▸ **What to work on**:
I'd like the entries repeated exactly, without their pictures.

═════ Data provided ═════

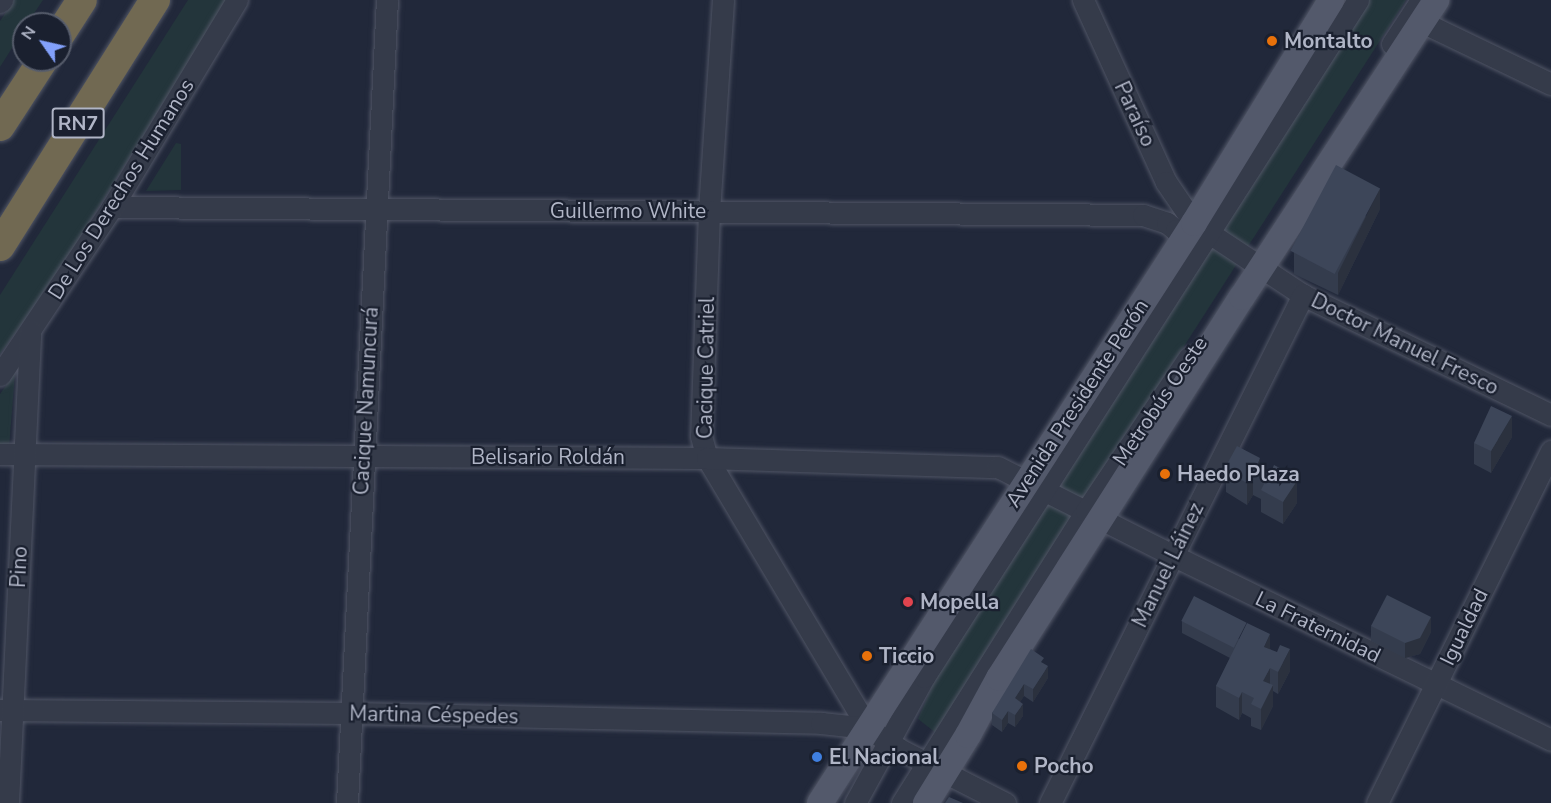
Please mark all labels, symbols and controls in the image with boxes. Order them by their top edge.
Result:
north arrow [12,12,72,72]
text: N [16,22,41,44]
place label: Montalto [1284,28,1373,54]
marker: Montalto [1265,34,1279,48]
street label: De Los Derechos Humanos [43,74,199,304]
street label: Paraíso [1109,77,1161,151]
road number: RN7 [51,106,105,140]
street label: Guillermo White [550,198,706,224]
street label: Doctor Manuel Fresco [1307,288,1503,400]
street label: Avenida Presidente Perón [1000,294,1154,512]
street label: Cacique Catriel [692,297,720,439]
street label: Cacique Namuncurá [348,306,384,496]
street label: Metrobús Oeste [1107,331,1213,471]
street label: Belisario Roldán [471,444,625,470]
place label: Haedo Plaza [1177,461,1300,487]
marker: Haedo Plaza [1158,467,1172,481]
street label: Manuel Láinez [1127,498,1209,632]
street label: Pino [5,545,33,589]
street label: Igualdad [1435,584,1493,670]
street label: La Fraternidad [1251,586,1385,668]
place label: Mopella [920,589,999,615]
marker: Mopella [901,595,915,609]
place label: Ticcio [879,643,934,669]
marker: Ticcio [860,649,874,663]
street label: Martina Céspedes [349,701,519,729]
place label: El Nacional [829,744,939,770]
marker: El Nacional [810,750,824,764]
place label: Pocho [1034,753,1094,779]
marker: Pocho [1015,759,1029,773]

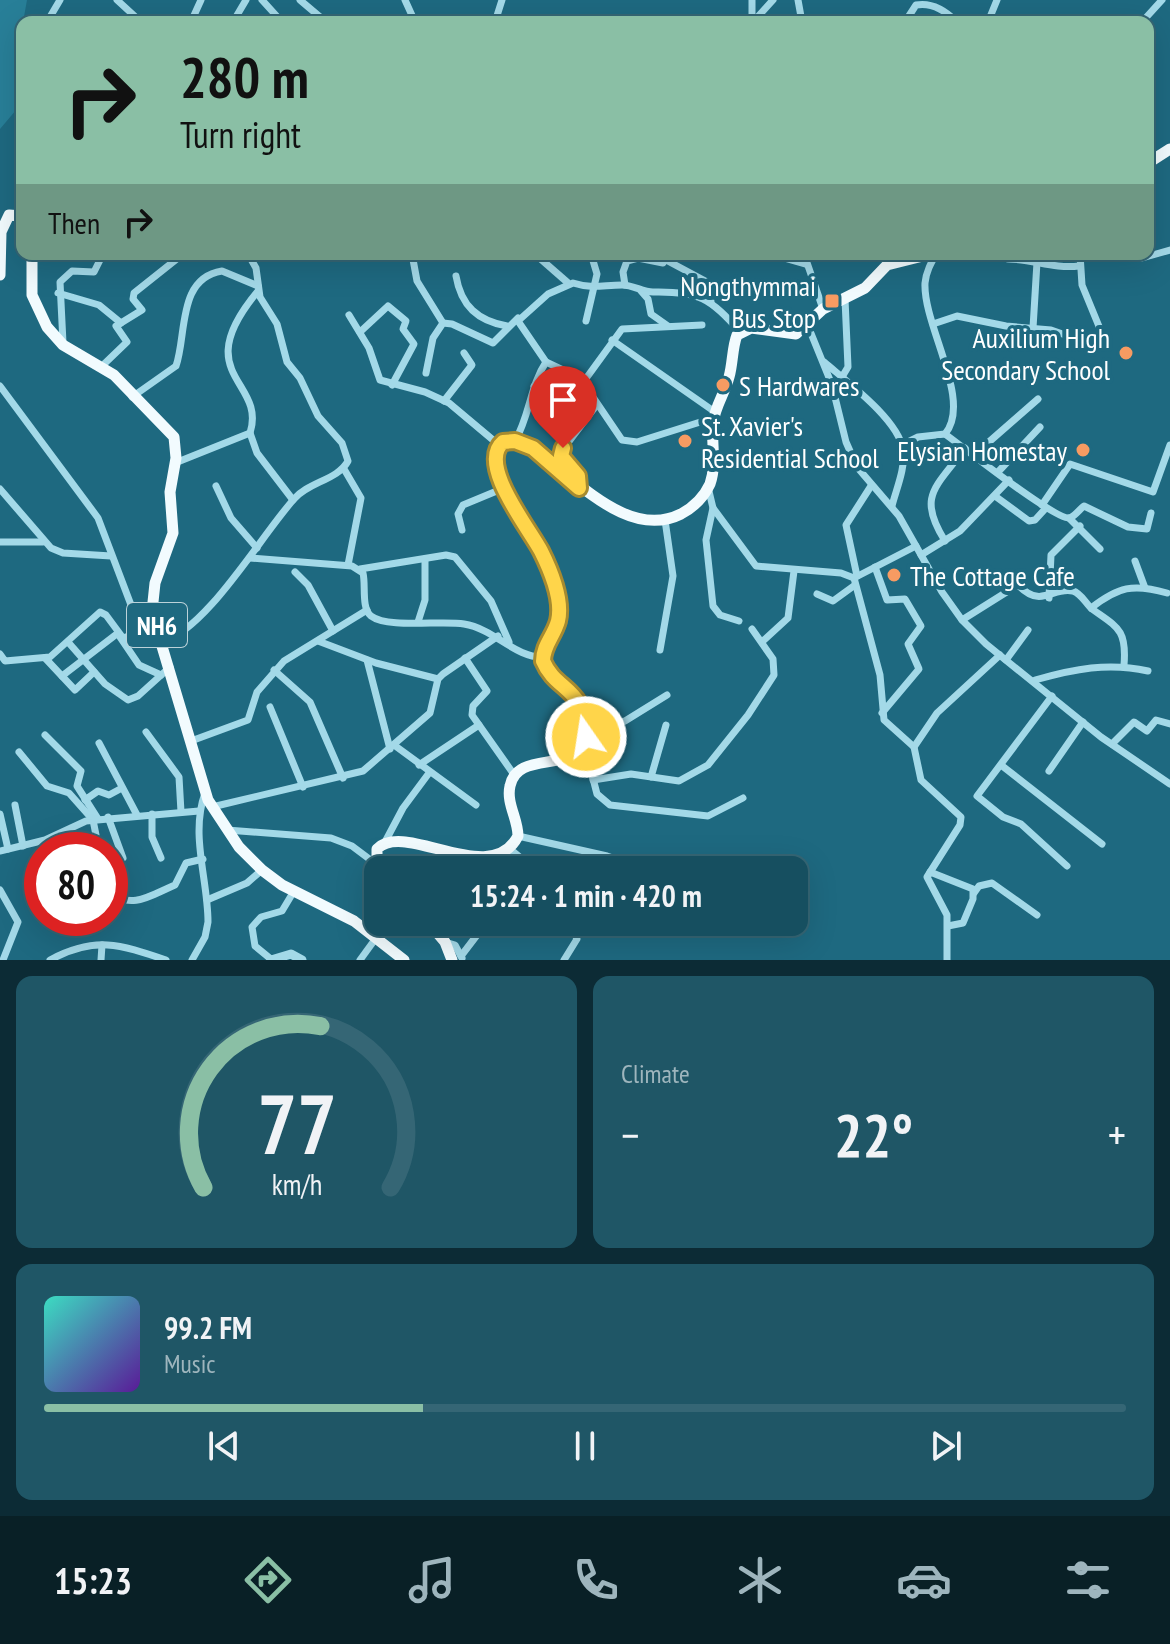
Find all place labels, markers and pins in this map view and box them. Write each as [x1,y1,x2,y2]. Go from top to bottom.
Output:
place label: Nongthymmai Bus Stop [680,267,816,336]
marker: Nongthymmai Bus Stop [823,292,841,310]
place label: Auxilium High Secondary School [941,319,1110,388]
marker: Auxilium High Secondary School [1117,344,1135,362]
pin [529,366,597,448]
place label: S Hardwares [739,367,859,404]
marker: S Hardwares [714,376,732,394]
place label: St. Xavier's Residential School [701,407,879,476]
marker: St. Xavier's Residential School [676,432,694,450]
place label: Elysian Homestay [897,432,1067,469]
marker: Elysian Homestay [1074,441,1092,459]
place label: The Cottage Cafe [910,557,1075,594]
marker: The Cottage Cafe [885,566,903,584]

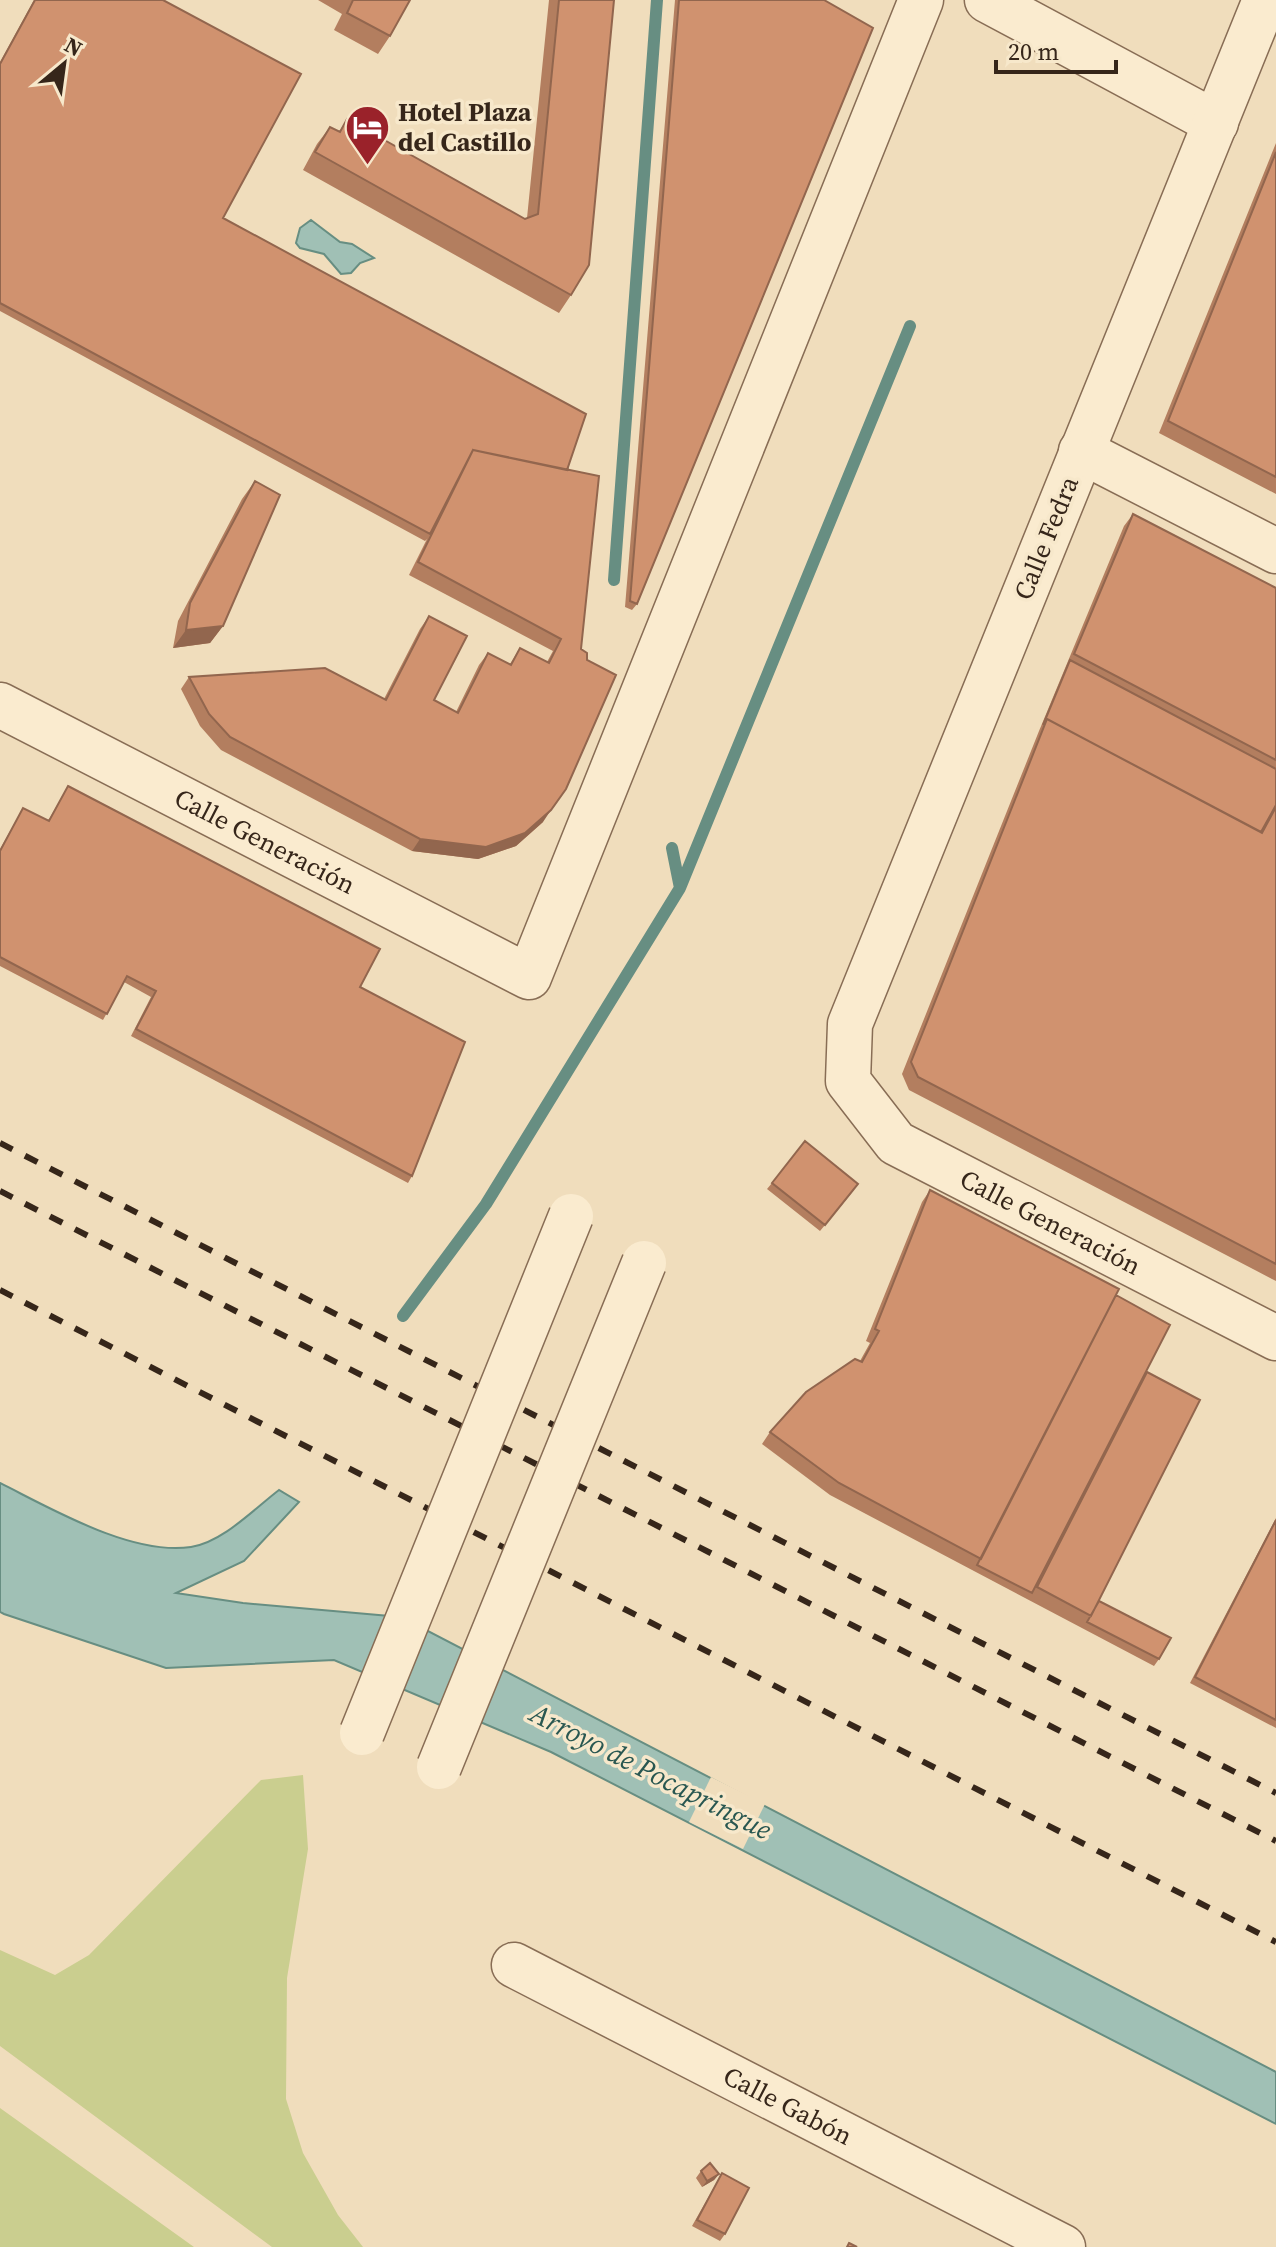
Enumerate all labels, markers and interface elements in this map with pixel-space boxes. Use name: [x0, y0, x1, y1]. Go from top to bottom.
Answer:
north arrow: [24, 24, 104, 104]
scale bar: [996, 24, 1116, 74]
text: N: [59, 30, 88, 64]
text: 20 m: [1008, 35, 1059, 68]
place label: Hotel Plaza del Castillo: [398, 94, 532, 160]
hotel icon: Hotel Plaza del Castillo: [343, 103, 391, 166]
street label: Calle Fedra: [1005, 470, 1087, 605]
street label: Calle Generación: [168, 780, 362, 903]
street label: Calle Generación: [954, 1161, 1147, 1284]
water label: Arroyo de Pocapringue: [522, 1693, 779, 1849]
street label: Calle Gabón: [717, 2058, 859, 2154]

═════

▸ **The answer**:
Please mark all labels, symbols and controls in the image with boxes. Order them by their top edge.
Result:
north arrow [12,12,72,72]
text: N [16,22,41,44]
place label: Montalto [1284,28,1373,54]
marker: Montalto [1265,34,1279,48]
street label: De Los Derechos Humanos [43,74,199,304]
street label: Paraíso [1109,77,1161,151]
road number: RN7 [51,106,105,140]
street label: Guillermo White [550,198,706,224]
street label: Doctor Manuel Fresco [1307,288,1503,400]
street label: Avenida Presidente Perón [1000,294,1154,512]
street label: Cacique Catriel [692,297,720,439]
street label: Cacique Namuncurá [348,306,384,496]
street label: Metrobús Oeste [1107,331,1213,471]
street label: Belisario Roldán [471,444,625,470]
place label: Haedo Plaza [1177,461,1300,487]
marker: Haedo Plaza [1158,467,1172,481]
street label: Manuel Láinez [1127,498,1209,632]
street label: Pino [5,545,33,589]
street label: Igualdad [1435,584,1493,670]
street label: La Fraternidad [1251,586,1385,668]
place label: Mopella [920,589,999,615]
marker: Mopella [901,595,915,609]
place label: Ticcio [879,643,934,669]
marker: Ticcio [860,649,874,663]
street label: Martina Céspedes [349,701,519,729]
place label: El Nacional [829,744,939,770]
marker: El Nacional [810,750,824,764]
place label: Pocho [1034,753,1094,779]
marker: Pocho [1015,759,1029,773]

Find all place labels, markers and pins in this map view and box them. Write each as [x1,y1,x2,y2]. Go from top to bottom.
Output:
place label: Nongthymmai Bus Stop [680,267,816,336]
marker: Nongthymmai Bus Stop [823,292,841,310]
place label: Auxilium High Secondary School [941,319,1110,388]
marker: Auxilium High Secondary School [1117,344,1135,362]
pin [529,366,597,448]
place label: S Hardwares [739,367,859,404]
marker: S Hardwares [714,376,732,394]
place label: St. Xavier's Residential School [701,407,879,476]
marker: St. Xavier's Residential School [676,432,694,450]
place label: Elysian Homestay [897,432,1067,469]
marker: Elysian Homestay [1074,441,1092,459]
place label: The Cottage Cafe [910,557,1075,594]
marker: The Cottage Cafe [885,566,903,584]

Enumerate all labels, markers and interface elements in this map with pixel-space boxes. Use name: [x0, y0, x1, y1]. Go from top to bottom.
Answer:
north arrow: [24, 24, 104, 104]
scale bar: [996, 24, 1116, 74]
text: N: [59, 30, 88, 64]
text: 20 m: [1008, 35, 1059, 68]
place label: Hotel Plaza del Castillo: [398, 94, 532, 160]
hotel icon: Hotel Plaza del Castillo: [343, 103, 391, 166]
street label: Calle Fedra: [1005, 470, 1087, 605]
street label: Calle Generación: [168, 780, 362, 903]
street label: Calle Generación: [954, 1161, 1147, 1284]
water label: Arroyo de Pocapringue: [522, 1693, 779, 1849]
street label: Calle Gabón: [717, 2058, 859, 2154]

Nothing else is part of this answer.